給付算定基礎額は、公務員の年金払い退職給付制度で使われる独自の用語で、給付金支給ための原資です。
承知のようにこの制度は、2015年に公務員の共済年金を厚生年金に統合したときに、それまでの職域加算を一部リカバーする目的で、別途組織内のミニ年金として制度化されたものですから、職域加算に比べて額が少ない、掛け金拠出が必要といった難点があります。
しかし、職域加算をゼロにするよりは、一部共済組合が負担してリカバーできる手段を提供しようという考え方でできたものですから、額的には少ないものの、職域加算からの激変緩和という位置づけになるでしょうか。
実際には、この原資を半分ずつに分け、半分を終身で、半分を20年有期で支給します。
原資を実際の支給額に換算する場合、将来の運用金利等を含めた現価率で割ることにより、年あたりの支給額を計算します。

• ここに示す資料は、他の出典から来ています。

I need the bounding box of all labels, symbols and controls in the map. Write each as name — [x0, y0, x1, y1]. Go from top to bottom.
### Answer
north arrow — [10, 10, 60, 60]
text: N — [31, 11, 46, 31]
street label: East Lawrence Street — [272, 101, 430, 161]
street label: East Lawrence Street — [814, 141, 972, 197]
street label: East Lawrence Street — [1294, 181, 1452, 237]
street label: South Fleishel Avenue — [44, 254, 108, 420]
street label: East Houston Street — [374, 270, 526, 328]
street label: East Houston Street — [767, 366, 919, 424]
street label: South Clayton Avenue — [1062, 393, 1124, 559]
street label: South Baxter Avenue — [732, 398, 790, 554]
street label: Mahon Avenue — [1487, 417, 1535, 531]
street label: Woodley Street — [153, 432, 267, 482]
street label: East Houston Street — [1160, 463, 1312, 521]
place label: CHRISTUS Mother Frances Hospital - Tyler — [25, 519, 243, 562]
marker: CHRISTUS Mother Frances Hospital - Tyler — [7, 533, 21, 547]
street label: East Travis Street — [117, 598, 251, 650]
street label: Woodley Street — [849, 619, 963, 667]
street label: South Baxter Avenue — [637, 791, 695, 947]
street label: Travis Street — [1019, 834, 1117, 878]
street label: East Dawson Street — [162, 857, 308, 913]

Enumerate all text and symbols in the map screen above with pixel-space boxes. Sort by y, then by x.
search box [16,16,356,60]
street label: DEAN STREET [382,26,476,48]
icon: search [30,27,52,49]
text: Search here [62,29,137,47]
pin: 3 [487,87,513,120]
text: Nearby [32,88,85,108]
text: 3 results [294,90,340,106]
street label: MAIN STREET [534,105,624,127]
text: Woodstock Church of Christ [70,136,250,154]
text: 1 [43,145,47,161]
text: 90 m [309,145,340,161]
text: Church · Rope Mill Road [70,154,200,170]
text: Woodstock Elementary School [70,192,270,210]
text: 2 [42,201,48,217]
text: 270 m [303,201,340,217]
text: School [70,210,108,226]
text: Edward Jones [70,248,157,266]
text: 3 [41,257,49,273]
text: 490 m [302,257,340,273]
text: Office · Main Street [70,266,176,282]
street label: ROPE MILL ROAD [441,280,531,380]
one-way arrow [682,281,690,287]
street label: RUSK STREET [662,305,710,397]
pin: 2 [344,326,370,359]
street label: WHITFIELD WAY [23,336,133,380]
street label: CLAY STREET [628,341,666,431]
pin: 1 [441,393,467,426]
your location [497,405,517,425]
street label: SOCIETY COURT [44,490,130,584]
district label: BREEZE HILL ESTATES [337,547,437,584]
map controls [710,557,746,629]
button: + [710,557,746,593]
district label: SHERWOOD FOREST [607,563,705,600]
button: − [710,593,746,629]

早見表がありますが、通常、終身支給の場合は支給期間が長いですから、現価率がおよそ23で、有期は最大20年で現価率は小さくなりおよそ19.5(20年で多少金利がつくというイメージ)です。
こちらが国家公務員の早見表です。(ここでの計算とは若干数値が異なります)
https://www.kkr.or.jp/nenkin/zenpan/zaisei/taisyokutounenkin/28riritsu.html
そこで、上記原資50万円を半々に分け、25万円ずつをそれぞれの現価率で割った額が、65歳以降毎年払われる額になります。
終身支給の方は、25万円÷23≒1.08万円
15年支給の方は、25万円÷19.5≒1.28万円
になります。
原資が勤務期間延長に連れて伸びれば額も増えていきます。